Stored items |
^^^^^^^^

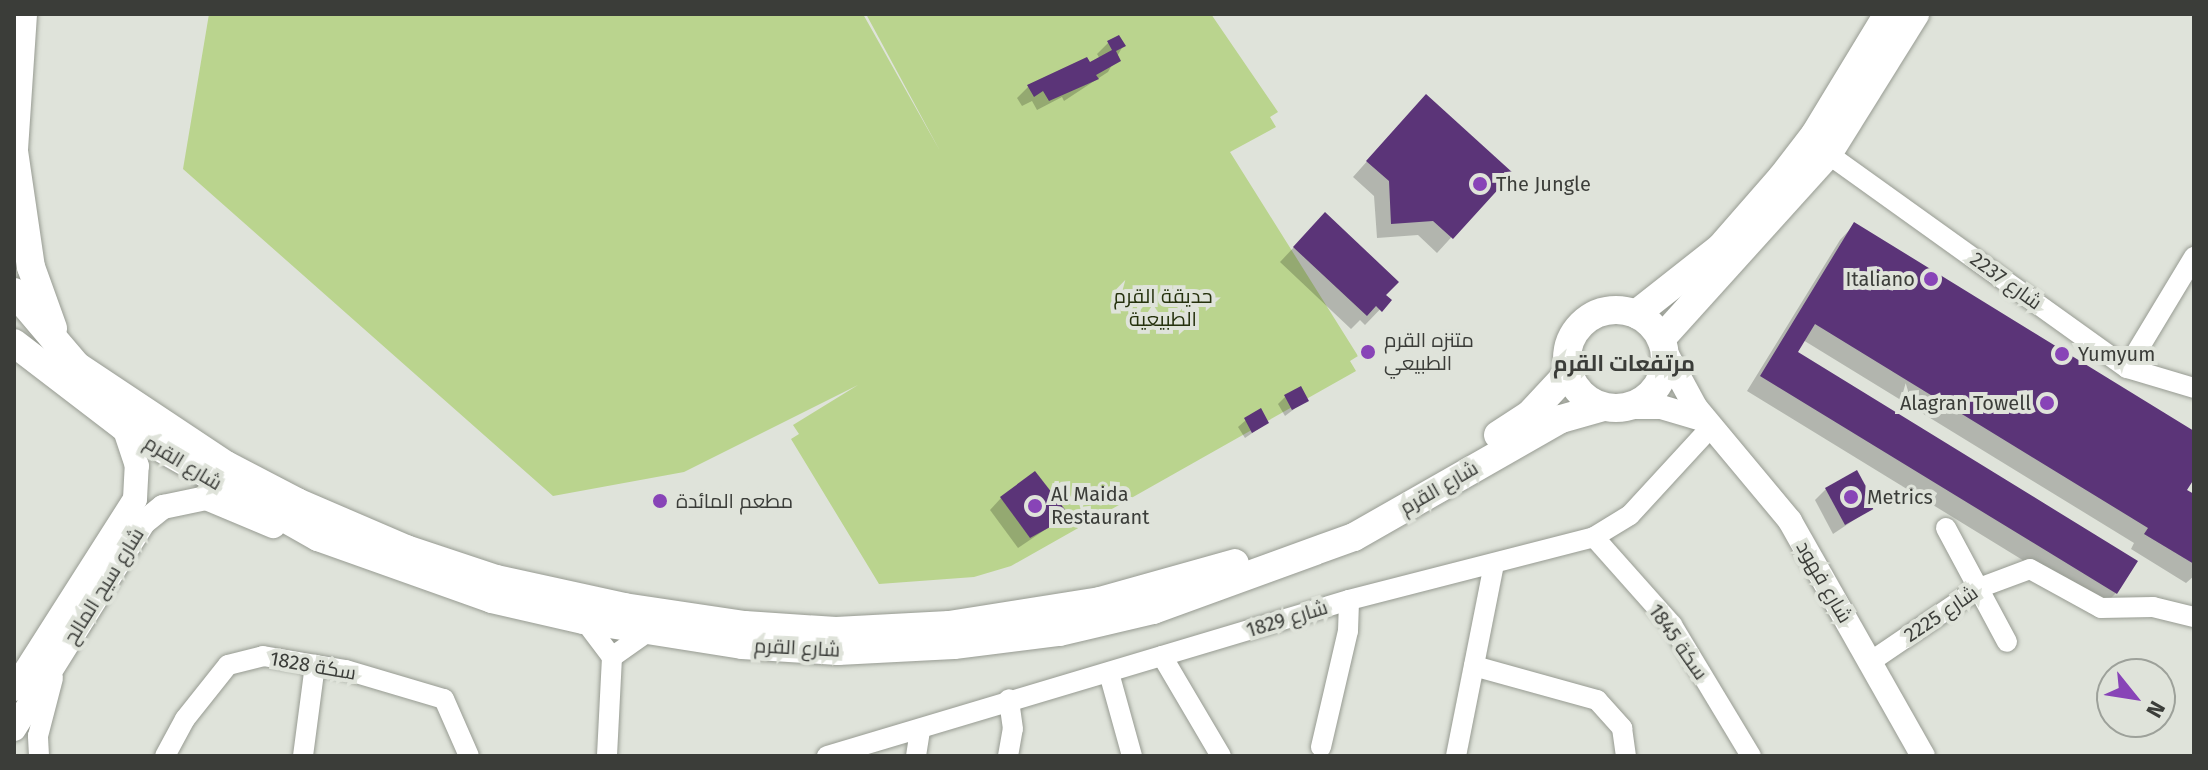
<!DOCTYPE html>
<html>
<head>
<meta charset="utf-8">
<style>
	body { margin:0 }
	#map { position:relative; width:2208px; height:770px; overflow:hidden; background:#dfe3da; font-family:"Fira Sans",Cairo,sans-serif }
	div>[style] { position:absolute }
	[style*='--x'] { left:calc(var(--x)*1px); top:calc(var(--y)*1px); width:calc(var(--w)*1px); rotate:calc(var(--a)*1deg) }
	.green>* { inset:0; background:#bad48e }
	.shadow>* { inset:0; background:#0003 }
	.building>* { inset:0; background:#5b3478 }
	.roads { filter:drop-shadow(0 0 2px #979b92) drop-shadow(0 0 2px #979b92) }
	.minor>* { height:20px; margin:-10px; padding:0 10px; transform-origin:10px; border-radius:10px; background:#fff }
	.tertiary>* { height:24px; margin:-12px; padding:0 12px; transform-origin:12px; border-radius:12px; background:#fff }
	.secondary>* { height:28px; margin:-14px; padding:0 14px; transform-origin:14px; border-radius:14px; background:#fff }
	.secondary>.ring { margin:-14px; padding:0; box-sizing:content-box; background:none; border:28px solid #fff; border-radius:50% }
	.dots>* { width:22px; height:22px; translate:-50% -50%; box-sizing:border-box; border:4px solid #dfe3da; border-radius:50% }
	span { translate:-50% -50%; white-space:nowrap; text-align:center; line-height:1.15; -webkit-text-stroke:8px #dfe3da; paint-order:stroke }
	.poi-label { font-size:20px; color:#3b3d39 }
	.left { translate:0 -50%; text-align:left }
	.right { translate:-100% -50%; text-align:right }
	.street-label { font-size:20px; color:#3b3d39 }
	.park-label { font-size:20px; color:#25310d }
	.neighbourhood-label { font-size:22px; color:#3b3d39; font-weight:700 }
	.frame { position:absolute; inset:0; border:16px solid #3b3d39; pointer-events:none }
	.north { position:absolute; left:2096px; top:658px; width:80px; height:80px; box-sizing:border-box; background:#dfe3da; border:2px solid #9da19a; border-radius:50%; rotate:120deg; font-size:22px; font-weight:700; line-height:32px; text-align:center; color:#3b3d39 }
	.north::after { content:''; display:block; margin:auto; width:28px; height:36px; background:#8844b7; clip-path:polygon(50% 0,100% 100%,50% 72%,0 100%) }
</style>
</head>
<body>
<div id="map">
	<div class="green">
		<div style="clip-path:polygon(209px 14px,863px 14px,940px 151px,866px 14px,1211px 14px,1278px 112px,1270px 117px,1276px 127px,1230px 152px,1358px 356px,1350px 361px,1356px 371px,1011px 566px,974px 577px,879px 584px,791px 439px,799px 434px,793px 425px,858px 385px,684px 472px,553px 496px,183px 169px)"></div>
	</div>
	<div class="shadow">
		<div style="clip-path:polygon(1108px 43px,1123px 46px,1108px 72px,1064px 101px,1062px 97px,1037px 110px,1032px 101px,1022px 106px,1017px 98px,1028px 87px,1089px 65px,1100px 59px,1097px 54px)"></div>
		<div style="clip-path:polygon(1411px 112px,1510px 173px,1437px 253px,1418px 235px,1377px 238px,1374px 196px,1353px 177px)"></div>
		<div style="clip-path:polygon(1854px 225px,2194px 433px,2194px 475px,2184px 491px,2194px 496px,2194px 576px,2186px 583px,2131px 549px,2134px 543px,1803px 340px,1795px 353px,2116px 593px,2101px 608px,1747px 391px,1840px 240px)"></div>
		<div style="clip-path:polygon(1310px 230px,1389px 300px,1365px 325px,1360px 320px,1351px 329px,1280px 262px)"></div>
		<div style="clip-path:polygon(1285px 397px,1306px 400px,1285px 416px,1278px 404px)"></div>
		<div style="clip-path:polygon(1246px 420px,1267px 423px,1245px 438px,1238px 427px)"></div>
		<div style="clip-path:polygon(1826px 489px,1875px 506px,1833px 534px,1815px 500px)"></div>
		<div style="clip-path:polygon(1001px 498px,1067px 515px,1018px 548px,990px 510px)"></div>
	</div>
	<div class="building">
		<div style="clip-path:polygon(1119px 35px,1126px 46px,1116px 51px,1121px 61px,1096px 75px,1099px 79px,1049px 101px,1043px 91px,1034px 97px,1027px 85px,1087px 57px,1090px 62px,1112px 50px,1107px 41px)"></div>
		<div style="clip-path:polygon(1426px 94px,1513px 173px,1453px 239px,1433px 221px,1391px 224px,1389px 181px,1366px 161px)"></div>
		<div style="clip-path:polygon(1325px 212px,1399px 282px,1386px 295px,1392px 300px,1382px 312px,1376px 306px,1367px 316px,1293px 247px)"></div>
		<div style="clip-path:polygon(1854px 222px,2194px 431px,2194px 479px,2187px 490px,2194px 494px,2194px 564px,2144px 534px,2148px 528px,1815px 324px,1798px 352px,2138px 561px,2117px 594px,1760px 376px)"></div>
		<div style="clip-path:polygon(1301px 386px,1309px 401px,1292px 410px,1284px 395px)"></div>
		<div style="clip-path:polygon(1261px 408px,1269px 423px,1252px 433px,1244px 418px)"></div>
		<div style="clip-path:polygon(1857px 470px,1877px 507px,1845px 525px,1825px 488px)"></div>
		<div style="clip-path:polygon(1035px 471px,1070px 516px,1030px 538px,1000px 497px)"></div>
	</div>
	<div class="roads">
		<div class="minor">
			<div style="--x:1828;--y:154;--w:368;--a:35.6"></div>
			<div style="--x:2127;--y:368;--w:70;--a:16.6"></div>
			<div style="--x:2127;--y:368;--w:130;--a:-58.9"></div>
			<div style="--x:1946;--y:528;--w:129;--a:61.8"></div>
			<div style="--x:1594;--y:537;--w:118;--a:48.4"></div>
			<div style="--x:1672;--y:625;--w:153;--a:58.9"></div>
			<div style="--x:584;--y:620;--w:46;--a:52.9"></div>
			<div style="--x:612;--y:657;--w:99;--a:92.9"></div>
			<div style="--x:1162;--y:656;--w:116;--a:59.5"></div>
			<div style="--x:612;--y:657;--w:45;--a:-35.1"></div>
			<div style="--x:1870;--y:662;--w:132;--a:-34.2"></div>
			<div style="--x:1979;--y:588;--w:54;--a:-20.4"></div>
			<div style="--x:2030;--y:569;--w:81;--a:28.8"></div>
			<div style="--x:2101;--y:608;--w:52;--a:-1.1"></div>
			<div style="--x:2153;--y:607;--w:42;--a:13.7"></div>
			<div style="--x:1474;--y:666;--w:128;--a:15.5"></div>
			<div style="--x:1597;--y:700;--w:38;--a:48"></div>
			<div style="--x:1622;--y:728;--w:28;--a:82"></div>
			<div style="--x:1109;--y:673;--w:86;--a:74.5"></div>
			<div style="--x:1321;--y:747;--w:119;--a:-76.9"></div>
			<div style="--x:1348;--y:631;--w:31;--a:-88"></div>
			<div style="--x:39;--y:756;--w:20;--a:-93"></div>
			<div style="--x:38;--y:736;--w:60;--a:-75.5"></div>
			<div style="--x:165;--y:756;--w:42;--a:-61.6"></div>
			<div style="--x:185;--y:719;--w:69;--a:-51.5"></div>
			<div style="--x:228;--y:665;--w:36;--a:-14"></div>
			<div style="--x:263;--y:656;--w:84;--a:9.6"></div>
			<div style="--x:346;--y:670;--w:102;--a:16.5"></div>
			<div style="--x:444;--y:699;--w:62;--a:66.3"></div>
			<div style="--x:303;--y:756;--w:92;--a:-82.5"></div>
			<div style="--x:827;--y:756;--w:545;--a:-16.64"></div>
			<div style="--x:1349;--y:600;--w:253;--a:-14.4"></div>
			<div style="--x:1594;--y:537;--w:42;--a:-31.4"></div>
			<div style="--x:1630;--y:515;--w:120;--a:-47.4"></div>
			<div style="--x:916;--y:756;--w:25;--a:-81"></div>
			<div style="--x:1008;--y:756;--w:27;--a:-80"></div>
			<div style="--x:1013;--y:729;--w:30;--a:-98"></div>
			<div style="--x:1456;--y:756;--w:196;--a:-78.8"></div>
		</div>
		<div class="tertiary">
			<div style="--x:1665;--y:351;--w:65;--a:61.5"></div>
			<div style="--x:1696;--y:408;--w:147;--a:50.2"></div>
			<div style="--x:1790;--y:521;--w:270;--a:60.5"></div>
			<div style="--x:1629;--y:407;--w:32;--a:0"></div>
			<div style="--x:1661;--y:407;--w:46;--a:16.5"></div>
			<div style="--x:14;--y:689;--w:225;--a:-57.5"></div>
			<div style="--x:135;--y:499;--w:33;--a:-87"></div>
			<div style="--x:137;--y:466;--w:41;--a:-108.4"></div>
			<div style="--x:14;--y:729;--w:243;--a:-57.9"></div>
			<div style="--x:143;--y:523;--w:26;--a:-39"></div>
			<div style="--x:163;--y:507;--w:44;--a:-11.8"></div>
			<div style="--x:206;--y:498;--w:73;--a:22.7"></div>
		</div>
		<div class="secondary">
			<div style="--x:23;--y:14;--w:137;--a:93.8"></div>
			<div style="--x:14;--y:151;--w:117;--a:81.7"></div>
			<div style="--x:31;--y:267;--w:65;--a:70.2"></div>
			<div style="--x:14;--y:292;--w:97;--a:49.6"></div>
			<div style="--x:77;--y:366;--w:179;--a:33.6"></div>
			<div style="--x:226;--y:465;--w:80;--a:27.5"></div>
			<div style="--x:297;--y:502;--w:119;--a:23.3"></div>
			<div style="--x:406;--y:549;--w:95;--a:18.4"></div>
			<div style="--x:496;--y:579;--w:131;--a:12.3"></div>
			<div style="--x:624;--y:607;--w:122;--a:8.5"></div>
			<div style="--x:745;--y:625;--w:91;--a:3.8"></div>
			<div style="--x:836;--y:631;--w:113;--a:-3"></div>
			<div style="--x:949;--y:625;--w:153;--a:-9"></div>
			<div style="--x:1100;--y:601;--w:140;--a:-15.7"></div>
			<div class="ring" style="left:1567px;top:310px;width:70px;height:70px"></div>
			<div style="--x:1636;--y:314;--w:107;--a:-38.2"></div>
			<div style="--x:1720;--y:248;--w:94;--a:-48.9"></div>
			<div style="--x:1782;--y:177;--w:54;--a:-52.5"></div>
			<div style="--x:1815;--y:134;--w:140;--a:-58.7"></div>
			<div style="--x:1661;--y:339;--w:249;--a:-47.9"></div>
			<div style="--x:1828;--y:154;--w:165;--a:-58.1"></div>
			<div style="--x:14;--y:343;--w:138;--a:37.4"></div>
			<div style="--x:124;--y:427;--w:223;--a:29.6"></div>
			<div style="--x:318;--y:537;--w:185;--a:19.6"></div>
			<div style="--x:492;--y:599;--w:94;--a:12.9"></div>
			<div style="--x:584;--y:620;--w:160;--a:9"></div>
			<div style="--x:742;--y:645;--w:96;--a:3.6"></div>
			<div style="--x:838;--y:651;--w:116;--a:-3"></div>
			<div style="--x:954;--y:645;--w:106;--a:-7.1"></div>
			<div style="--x:1059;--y:632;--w:97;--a:-13.2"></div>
			<div style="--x:1153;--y:610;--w:214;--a:-20"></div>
			<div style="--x:1354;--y:537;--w:238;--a:-29.7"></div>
			<div style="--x:1561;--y:419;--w:44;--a:-15.9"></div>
			<div style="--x:1498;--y:435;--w:38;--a:-33"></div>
			<div style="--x:1530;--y:414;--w:57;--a:-47.1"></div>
		</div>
	</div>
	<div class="dots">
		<div style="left:1480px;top:184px;background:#8844b7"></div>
		<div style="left:1931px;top:279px;background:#8844b7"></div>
		<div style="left:1368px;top:352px;background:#8844b7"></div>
		<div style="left:2062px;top:354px;background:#8844b7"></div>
		<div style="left:2047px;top:403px;background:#8844b7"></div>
		<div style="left:1851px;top:497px;background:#8844b7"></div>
		<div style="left:660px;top:501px;background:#8844b7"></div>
		<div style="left:1035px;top:506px;background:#8844b7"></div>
	</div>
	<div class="poi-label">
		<span class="left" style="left:1496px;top:184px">The Jungle</span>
		<span class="right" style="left:1915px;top:279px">Italiano</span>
		<span class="left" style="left:1384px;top:352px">متنزه القرم<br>الطبيعي</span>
		<span class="left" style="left:2078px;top:354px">Yumyum</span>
		<span class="right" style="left:2031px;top:403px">Alagran Towell</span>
		<span class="left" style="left:1051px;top:506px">Al Maida<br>Restaurant</span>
		<span class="left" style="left:1867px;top:497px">Metrics</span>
		<span class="left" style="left:676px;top:501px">مطعم المائدة</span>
	</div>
	<div class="street-label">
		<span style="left:2006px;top:281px;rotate:36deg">2237 شارع</span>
		<span style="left:183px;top:463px;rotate:31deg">شارع القرم</span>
		<span style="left:1439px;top:488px;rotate:-30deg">شارع القرم</span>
		<span style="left:1824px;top:582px;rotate:60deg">شارع فهود</span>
		<span style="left:104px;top:586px;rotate:-58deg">شارع سيح المالح</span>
		<span style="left:1941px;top:614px;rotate:-34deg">شارع 2225</span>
		<span style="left:1287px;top:619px;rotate:-17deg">1829 شارع</span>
		<span style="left:1678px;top:642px;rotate:55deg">1845 سكة</span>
		<span style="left:797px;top:648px;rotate:3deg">شارع القرم</span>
		<span style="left:313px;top:666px;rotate:10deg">سكة 1828</span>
	</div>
	<div class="park-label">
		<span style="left:1163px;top:308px">حديقة القرم<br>الطبيعية</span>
	</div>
	<div class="neighbourhood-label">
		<span style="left:1624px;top:364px">مرتفعات القرم</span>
	</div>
	<div class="frame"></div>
	<div class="north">N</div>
</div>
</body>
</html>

^^^^^^^^

REQUIRED WORK |
Provide an exact copy of only the lines from the beginning of the entries through the line containing "translate:-50% -50%; white-space:nowrap;", both ends included, with no pictures.

RESPONSE TO THE EXERCISE |
<!DOCTYPE html>
<html>
<head>
<meta charset="utf-8">
<style>
	body { margin:0 }
	#map { position:relative; width:2208px; height:770px; overflow:hidden; background:#dfe3da; font-family:"Fira Sans",Cairo,sans-serif }
	div>[style] { position:absolute }
	[style*='--x'] { left:calc(var(--x)*1px); top:calc(var(--y)*1px); width:calc(var(--w)*1px); rotate:calc(var(--a)*1deg) }
	.green>* { inset:0; background:#bad48e }
	.shadow>* { inset:0; background:#0003 }
	.building>* { inset:0; background:#5b3478 }
	.roads { filter:drop-shadow(0 0 2px #979b92) drop-shadow(0 0 2px #979b92) }
	.minor>* { height:20px; margin:-10px; padding:0 10px; transform-origin:10px; border-radius:10px; background:#fff }
	.tertiary>* { height:24px; margin:-12px; padding:0 12px; transform-origin:12px; border-radius:12px; background:#fff }
	.secondary>* { height:28px; margin:-14px; padding:0 14px; transform-origin:14px; border-radius:14px; background:#fff }
	.secondary>.ring { margin:-14px; padding:0; box-sizing:content-box; background:none; border:28px solid #fff; border-radius:50% }
	.dots>* { width:22px; height:22px; translate:-50% -50%; box-sizing:border-box; border:4px solid #dfe3da; border-radius:50% }
	span { translate:-50% -50%; white-space:nowrap; text-align:center; line-height:1.15; -webkit-text-stroke:8px #dfe3da; paint-order:stroke }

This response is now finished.